**Work instruction**
Once the line with "Map reading. Extract the structured data from this" is found in the data, output it and each following line exactly, up to and including the line with "Map reading. Summarize", and nothing before or after.

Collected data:
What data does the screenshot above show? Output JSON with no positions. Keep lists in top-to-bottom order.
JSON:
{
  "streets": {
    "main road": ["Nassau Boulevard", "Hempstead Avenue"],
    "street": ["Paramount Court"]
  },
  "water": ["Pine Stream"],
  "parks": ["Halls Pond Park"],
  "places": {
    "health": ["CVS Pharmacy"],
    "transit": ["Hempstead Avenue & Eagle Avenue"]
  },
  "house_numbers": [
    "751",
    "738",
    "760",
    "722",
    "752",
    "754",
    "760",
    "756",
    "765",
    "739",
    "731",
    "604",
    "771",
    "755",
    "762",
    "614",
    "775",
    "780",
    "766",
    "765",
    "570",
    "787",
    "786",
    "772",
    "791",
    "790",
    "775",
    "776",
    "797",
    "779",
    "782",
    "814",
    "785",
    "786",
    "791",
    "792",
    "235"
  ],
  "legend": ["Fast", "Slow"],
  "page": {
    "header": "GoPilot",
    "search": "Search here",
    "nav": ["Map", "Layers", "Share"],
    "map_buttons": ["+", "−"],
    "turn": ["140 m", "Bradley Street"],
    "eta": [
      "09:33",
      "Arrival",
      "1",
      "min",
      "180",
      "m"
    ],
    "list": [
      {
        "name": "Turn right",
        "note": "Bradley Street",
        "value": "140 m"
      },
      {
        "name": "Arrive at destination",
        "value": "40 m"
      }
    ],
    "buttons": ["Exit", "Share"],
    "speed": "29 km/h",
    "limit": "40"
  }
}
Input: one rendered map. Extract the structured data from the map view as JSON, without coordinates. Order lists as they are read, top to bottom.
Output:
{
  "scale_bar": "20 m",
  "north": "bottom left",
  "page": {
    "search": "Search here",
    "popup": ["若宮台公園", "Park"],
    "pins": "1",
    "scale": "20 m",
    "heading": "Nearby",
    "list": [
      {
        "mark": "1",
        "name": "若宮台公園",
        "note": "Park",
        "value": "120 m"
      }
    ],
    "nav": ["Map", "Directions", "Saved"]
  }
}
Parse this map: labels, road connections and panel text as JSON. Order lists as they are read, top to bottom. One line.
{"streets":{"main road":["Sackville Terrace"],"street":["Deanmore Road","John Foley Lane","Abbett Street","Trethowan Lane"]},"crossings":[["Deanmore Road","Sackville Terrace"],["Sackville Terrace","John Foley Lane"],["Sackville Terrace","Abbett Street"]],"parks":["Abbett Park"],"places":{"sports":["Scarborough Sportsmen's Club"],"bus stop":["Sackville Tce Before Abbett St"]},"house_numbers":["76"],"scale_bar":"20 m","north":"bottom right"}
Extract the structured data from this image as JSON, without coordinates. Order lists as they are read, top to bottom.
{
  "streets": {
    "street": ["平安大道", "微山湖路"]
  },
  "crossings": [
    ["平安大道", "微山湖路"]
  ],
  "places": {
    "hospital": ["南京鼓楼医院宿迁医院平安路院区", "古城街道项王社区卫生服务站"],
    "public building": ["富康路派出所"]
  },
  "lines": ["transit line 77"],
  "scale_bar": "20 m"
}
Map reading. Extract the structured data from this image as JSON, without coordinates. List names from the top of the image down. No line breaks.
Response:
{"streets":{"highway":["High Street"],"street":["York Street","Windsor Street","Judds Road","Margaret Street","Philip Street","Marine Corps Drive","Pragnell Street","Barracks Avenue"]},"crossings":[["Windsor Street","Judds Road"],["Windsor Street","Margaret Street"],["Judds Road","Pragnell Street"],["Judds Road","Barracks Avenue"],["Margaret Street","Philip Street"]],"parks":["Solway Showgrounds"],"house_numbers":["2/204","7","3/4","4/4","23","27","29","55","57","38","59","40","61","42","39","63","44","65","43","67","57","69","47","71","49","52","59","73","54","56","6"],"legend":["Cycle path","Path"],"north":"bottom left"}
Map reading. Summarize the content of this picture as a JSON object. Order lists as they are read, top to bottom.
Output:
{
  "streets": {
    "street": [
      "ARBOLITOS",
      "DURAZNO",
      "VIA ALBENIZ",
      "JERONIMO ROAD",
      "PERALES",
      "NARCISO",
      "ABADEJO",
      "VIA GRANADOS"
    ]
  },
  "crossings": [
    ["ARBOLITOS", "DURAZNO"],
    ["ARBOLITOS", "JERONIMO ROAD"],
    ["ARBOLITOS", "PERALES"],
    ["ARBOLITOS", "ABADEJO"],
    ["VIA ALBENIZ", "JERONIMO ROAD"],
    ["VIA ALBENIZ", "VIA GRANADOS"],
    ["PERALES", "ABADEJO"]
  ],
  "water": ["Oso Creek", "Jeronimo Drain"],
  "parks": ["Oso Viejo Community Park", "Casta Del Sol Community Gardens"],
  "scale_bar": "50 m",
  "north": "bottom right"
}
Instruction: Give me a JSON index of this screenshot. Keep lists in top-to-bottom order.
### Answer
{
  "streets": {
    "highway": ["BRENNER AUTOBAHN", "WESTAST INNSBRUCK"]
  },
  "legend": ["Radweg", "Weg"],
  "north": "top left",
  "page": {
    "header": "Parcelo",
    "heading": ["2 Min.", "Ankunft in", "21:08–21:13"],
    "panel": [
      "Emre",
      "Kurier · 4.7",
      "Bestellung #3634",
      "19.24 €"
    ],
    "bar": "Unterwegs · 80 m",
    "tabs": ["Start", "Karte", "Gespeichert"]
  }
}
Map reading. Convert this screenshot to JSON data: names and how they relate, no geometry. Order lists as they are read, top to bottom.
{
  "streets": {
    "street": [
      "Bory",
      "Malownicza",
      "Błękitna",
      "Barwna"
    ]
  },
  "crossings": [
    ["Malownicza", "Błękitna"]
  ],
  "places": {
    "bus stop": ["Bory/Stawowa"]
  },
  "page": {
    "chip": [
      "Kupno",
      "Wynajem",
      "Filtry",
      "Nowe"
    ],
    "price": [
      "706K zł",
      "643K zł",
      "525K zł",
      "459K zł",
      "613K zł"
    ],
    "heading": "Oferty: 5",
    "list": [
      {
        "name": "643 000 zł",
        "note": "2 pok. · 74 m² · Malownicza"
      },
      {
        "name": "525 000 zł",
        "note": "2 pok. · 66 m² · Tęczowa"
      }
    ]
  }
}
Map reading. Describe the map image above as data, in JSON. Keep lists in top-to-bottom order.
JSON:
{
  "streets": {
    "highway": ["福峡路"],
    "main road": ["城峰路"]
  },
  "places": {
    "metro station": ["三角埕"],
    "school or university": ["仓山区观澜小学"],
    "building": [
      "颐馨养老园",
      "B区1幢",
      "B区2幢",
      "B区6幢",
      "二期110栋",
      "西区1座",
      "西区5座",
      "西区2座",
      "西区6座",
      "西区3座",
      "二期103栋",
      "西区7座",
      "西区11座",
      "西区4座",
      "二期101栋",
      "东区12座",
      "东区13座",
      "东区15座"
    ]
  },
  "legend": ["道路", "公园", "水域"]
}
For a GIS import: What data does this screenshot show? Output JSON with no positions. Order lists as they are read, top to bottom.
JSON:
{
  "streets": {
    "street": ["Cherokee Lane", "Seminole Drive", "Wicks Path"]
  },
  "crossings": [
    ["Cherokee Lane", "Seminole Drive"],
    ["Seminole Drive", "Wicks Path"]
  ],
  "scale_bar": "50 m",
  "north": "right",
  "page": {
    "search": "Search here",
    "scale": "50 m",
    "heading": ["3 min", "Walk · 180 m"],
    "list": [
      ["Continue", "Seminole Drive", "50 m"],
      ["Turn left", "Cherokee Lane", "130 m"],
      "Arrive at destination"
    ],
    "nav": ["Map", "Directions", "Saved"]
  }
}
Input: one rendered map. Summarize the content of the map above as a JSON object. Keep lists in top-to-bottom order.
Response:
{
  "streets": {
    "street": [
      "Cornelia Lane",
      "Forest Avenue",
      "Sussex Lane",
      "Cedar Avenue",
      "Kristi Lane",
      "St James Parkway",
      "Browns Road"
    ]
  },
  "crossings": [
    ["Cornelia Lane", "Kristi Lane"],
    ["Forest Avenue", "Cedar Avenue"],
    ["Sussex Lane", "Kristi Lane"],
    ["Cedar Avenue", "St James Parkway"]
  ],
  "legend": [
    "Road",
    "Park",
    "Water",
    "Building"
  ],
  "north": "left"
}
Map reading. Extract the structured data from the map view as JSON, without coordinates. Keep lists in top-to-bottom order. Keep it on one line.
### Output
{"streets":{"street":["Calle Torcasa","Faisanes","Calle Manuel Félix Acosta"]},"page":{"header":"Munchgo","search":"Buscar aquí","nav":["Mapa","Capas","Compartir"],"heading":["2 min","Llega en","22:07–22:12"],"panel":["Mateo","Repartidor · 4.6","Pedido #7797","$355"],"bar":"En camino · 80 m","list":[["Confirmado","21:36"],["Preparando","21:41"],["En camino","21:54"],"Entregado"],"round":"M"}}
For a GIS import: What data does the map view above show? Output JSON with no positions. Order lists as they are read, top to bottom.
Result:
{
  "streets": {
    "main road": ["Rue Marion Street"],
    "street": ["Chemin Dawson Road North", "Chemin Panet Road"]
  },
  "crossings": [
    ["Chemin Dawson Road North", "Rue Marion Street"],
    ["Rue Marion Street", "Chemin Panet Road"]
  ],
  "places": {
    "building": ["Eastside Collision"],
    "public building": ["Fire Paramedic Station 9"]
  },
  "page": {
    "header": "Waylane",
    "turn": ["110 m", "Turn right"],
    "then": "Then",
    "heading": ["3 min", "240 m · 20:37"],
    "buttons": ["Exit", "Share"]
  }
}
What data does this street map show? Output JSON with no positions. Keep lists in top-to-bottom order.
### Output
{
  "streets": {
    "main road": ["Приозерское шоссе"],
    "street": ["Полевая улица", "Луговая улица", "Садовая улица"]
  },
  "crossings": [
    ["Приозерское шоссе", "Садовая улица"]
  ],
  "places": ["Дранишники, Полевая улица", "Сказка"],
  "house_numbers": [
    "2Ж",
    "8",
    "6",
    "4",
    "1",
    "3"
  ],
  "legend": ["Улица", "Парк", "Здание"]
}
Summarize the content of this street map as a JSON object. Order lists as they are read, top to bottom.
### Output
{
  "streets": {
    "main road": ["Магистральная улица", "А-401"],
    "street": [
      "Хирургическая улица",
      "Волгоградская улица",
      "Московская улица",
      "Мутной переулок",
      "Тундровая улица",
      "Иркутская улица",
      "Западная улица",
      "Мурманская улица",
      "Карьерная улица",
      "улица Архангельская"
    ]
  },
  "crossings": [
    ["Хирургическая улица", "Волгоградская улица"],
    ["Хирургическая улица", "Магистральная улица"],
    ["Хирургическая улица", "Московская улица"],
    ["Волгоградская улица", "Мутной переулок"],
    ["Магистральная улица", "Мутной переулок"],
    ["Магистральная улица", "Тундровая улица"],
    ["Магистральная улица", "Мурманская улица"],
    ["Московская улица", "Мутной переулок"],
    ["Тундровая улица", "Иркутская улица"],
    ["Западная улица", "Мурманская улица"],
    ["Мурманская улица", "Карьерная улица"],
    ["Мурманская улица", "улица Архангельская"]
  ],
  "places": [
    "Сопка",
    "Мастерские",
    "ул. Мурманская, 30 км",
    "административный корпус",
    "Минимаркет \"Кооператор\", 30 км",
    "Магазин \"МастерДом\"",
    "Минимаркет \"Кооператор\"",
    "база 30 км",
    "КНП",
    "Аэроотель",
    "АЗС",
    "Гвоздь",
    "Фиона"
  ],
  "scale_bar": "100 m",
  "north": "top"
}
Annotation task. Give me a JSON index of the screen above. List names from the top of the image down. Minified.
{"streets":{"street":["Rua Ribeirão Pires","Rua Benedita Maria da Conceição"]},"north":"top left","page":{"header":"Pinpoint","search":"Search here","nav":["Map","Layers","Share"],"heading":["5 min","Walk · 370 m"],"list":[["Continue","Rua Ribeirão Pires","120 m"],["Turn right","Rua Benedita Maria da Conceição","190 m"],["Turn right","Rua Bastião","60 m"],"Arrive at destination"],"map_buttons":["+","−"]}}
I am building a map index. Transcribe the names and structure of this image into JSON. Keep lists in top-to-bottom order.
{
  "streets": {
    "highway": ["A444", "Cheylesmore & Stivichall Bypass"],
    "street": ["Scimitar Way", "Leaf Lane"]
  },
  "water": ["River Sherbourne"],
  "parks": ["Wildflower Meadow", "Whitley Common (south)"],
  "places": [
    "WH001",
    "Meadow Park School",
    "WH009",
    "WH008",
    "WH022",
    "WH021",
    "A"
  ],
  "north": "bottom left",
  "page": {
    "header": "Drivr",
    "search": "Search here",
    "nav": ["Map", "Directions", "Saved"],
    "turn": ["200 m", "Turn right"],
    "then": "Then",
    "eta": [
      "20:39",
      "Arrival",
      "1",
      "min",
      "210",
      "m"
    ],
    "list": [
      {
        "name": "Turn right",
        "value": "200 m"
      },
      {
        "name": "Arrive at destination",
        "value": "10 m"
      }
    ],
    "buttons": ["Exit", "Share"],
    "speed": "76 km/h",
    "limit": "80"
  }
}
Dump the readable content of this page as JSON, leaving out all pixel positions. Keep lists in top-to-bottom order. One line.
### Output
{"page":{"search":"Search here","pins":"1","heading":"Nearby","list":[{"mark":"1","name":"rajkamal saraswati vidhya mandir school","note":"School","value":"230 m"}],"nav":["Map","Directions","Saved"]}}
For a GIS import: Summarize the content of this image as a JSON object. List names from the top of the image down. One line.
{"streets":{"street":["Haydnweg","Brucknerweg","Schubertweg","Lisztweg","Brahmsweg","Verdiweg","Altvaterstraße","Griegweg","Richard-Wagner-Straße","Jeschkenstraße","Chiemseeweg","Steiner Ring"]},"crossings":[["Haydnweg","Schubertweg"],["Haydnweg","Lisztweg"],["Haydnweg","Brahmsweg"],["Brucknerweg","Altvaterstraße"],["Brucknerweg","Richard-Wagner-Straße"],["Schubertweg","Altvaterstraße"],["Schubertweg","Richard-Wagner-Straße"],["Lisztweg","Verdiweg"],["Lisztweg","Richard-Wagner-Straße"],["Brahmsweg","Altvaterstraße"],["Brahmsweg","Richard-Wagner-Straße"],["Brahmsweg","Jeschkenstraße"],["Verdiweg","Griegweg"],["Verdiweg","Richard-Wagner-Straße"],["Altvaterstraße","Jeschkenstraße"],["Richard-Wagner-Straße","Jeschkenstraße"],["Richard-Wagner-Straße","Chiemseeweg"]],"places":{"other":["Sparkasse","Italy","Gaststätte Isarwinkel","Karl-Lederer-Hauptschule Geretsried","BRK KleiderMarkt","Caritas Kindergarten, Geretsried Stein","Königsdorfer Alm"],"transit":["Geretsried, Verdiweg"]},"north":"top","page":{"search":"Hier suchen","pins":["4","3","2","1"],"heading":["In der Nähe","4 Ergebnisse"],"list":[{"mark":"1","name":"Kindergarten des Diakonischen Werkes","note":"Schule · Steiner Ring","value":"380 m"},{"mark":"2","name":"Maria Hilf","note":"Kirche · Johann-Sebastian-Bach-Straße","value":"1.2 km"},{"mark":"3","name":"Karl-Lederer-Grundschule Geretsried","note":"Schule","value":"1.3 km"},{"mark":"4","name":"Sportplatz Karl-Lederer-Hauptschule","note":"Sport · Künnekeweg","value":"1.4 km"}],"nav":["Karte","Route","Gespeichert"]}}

**Answer for the task**
Map reading. Extract the structured data from this image as JSON, without coordinates. List names from the top of the image down. No line breaks.
Response:
{"streets":{"highway":["High Street"],"street":["York Street","Windsor Street","Judds Road","Margaret Street","Philip Street","Marine Corps Drive","Pragnell Street","Barracks Avenue"]},"crossings":[["Windsor Street","Judds Road"],["Windsor Street","Margaret Street"],["Judds Road","Pragnell Street"],["Judds Road","Barracks Avenue"],["Margaret Street","Philip Street"]],"parks":["Solway Showgrounds"],"house_numbers":["2/204","7","3/4","4/4","23","27","29","55","57","38","59","40","61","42","39","63","44","65","43","67","57","69","47","71","49","52","59","73","54","56","6"],"legend":["Cycle path","Path"],"north":"bottom left"}
Map reading. Summarize the content of this picture as a JSON object. Order lists as they are read, top to bottom.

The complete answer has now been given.